November 21, 2007 at 10:37 am
Hello All
I am working with some strings that are stored in the database. Not my most favorite thing. But here is what I have and what I am looking for. I have a table that is storing IP Addresses. I would like to be able to select the second and third octet from the IP Address.
Here is an example: 10.3.5.15, or 10.25.215.10
So I cannot fully use the substring function for this. Since every IP address has a different length. I would like to select the 3, or the 5, or the 25, or the 215 Each IP address does have a period in the string separating the octets.
Thanks in advance
Andrew
November 21, 2007 at 10:53 am
declare @ip varchar(15)
select @ip='1.10.20.30'
select substring(@ip,(charindex('.',@ip)+1),(len(@ip)-(CHARINDEX ('.',@ip) + CHARINDEX ('.',REVERSE(@ip)))))
November 21, 2007 at 11:17 am
That is very close. But what I needed was each octet of the IP address in a separate select.
IP Address = 10.5.215.12
like this:
select the second octet AS secondOctet, third octet AS ThirdOctet, fourth octet AS FourthOctet
SecondOctet ThirdOctet FourthOctet
5 215 12
Thank You for what you gave me, I will work with that and see if I can get the query to return the string in this fashion. Sorry if my first post was not clear about that.
Thanks again
Andrew
November 21, 2007 at 11:25 am
How about ...
DECLARE @ipList TABLE (ipAddress VARCHAR(15))
INSERT @ipList
SELECT '68.251.41.3' UNION SELECT '10.0.5.112' UNION SELECT '192.168.7.1' UNION SELECT '127.0.0.1'
SELECT
PARSENAME(ipAddress,4) AS firstOctet,
PARSENAME(ipAddress,3) AS secondOctet,
PARSENAME(ipAddress,2) AS thirdOctet,
PARSENAME(ipAddress,1) AS fourthOctet
FROM
@ipList
______________________________________________________________________
Personal Motto: Why push the envelope when you can just open it?
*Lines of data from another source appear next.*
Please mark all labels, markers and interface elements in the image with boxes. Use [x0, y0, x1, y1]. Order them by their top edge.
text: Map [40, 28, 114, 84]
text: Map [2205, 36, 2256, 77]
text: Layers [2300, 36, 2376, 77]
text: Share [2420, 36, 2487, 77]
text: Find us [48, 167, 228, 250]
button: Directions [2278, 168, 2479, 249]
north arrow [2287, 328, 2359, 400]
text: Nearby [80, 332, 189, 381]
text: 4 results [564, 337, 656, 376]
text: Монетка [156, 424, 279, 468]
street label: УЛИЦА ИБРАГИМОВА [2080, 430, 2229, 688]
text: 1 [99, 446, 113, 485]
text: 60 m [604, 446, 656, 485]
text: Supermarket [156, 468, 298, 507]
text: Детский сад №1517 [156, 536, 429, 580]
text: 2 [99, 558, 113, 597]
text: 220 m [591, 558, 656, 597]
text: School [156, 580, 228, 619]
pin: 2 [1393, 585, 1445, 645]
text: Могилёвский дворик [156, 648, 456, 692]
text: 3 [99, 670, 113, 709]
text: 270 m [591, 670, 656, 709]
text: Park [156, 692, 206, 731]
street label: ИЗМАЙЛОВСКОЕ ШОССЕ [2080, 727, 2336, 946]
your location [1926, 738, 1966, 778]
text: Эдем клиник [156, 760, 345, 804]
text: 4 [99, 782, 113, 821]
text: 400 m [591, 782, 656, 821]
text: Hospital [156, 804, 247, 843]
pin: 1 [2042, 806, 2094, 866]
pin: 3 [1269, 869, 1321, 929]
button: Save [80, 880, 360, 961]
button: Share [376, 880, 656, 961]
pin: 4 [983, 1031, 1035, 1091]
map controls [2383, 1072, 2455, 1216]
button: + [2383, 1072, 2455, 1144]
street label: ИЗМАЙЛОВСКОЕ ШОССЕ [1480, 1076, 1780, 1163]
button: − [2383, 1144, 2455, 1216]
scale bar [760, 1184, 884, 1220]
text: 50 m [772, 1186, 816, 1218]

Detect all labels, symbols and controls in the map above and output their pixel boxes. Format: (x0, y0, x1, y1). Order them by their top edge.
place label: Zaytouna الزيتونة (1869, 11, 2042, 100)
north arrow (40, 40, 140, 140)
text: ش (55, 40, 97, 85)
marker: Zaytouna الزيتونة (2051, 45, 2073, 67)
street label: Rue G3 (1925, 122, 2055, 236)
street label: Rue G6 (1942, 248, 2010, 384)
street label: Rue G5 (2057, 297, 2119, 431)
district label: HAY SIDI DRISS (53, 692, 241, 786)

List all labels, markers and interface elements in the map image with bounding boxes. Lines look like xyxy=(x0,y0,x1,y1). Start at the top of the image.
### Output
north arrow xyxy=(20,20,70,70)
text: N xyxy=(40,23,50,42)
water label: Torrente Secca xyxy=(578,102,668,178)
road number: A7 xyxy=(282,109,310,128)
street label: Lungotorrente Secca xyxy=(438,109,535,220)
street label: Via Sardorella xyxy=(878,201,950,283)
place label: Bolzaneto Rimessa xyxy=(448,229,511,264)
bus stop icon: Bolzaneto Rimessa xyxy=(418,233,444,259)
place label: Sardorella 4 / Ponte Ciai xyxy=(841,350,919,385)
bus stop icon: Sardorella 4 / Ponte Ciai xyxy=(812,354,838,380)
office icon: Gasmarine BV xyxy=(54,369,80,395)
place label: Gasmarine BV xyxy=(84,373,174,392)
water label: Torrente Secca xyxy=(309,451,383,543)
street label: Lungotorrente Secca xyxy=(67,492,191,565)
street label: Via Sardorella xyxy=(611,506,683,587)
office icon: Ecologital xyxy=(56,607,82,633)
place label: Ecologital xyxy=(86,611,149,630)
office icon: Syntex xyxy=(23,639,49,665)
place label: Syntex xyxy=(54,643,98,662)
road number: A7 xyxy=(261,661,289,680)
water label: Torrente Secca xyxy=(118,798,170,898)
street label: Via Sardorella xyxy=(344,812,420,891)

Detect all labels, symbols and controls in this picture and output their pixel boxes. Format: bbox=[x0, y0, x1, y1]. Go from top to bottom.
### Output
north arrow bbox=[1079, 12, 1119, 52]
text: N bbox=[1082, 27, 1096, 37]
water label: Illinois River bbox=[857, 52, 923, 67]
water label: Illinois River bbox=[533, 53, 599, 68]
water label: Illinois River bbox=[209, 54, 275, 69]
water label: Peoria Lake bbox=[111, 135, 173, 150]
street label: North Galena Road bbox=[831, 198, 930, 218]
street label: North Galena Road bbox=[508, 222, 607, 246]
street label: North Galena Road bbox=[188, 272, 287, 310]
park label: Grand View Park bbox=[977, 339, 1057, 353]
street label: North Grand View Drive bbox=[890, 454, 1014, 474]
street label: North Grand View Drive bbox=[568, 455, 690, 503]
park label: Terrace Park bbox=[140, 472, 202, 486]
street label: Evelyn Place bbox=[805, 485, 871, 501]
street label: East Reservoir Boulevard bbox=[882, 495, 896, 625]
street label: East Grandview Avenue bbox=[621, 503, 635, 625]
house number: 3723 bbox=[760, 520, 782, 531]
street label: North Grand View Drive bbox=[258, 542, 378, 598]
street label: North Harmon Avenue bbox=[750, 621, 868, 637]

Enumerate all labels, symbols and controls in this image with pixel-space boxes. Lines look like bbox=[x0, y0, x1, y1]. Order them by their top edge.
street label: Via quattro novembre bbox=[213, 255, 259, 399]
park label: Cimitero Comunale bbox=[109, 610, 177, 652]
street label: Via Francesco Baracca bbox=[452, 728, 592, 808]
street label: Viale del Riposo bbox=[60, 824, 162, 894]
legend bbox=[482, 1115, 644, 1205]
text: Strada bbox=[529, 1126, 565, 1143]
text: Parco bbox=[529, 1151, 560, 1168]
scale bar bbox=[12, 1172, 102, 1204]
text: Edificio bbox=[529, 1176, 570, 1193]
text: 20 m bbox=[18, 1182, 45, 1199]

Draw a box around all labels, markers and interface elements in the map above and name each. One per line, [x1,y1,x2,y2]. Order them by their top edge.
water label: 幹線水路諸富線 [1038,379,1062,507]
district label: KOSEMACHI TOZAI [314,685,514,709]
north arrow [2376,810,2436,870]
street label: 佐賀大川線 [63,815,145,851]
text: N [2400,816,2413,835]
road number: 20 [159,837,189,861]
If you follow the direction given HERE[/url] you'll likely increase the number and quality of responses you get to your question.
Jason L. SelburgNovember 21, 2007 at 11:34 am
Jason... that is brilliant! You have no idea how long I spent trying to substring, charindex... what a mess.
Todd Carrier
MCITP - Database Administrator (SQL 2008)
MCSE: Data Platform (SQL 2012)
November 21, 2007 at 11:40 am
I learned it from watching these forums.
It's actually the keyword to parse out object names, and just happens to work with IP addresses.
______________________________________________________________________
Personal Motto: Why push the envelope when you can just open it?
If you follow the direction given HERE[/url] you'll likely increase the number and quality of responses you get to your question.
Jason L. SelburgNovember 21, 2007 at 12:46 pm
I completely agree. For example i now know to use parsename instead of CHARINDEX AND SUBSTRING to sort out the octets. 🙂
November 21, 2007 at 2:46 pm
Thanks Jason
That did perfectly, just what I needed.
Have a good one
Andrew
November 21, 2007 at 4:50 pm
How about ...
Perfect...
--Jeff Moden
Change is inevitable... Change for the better is not.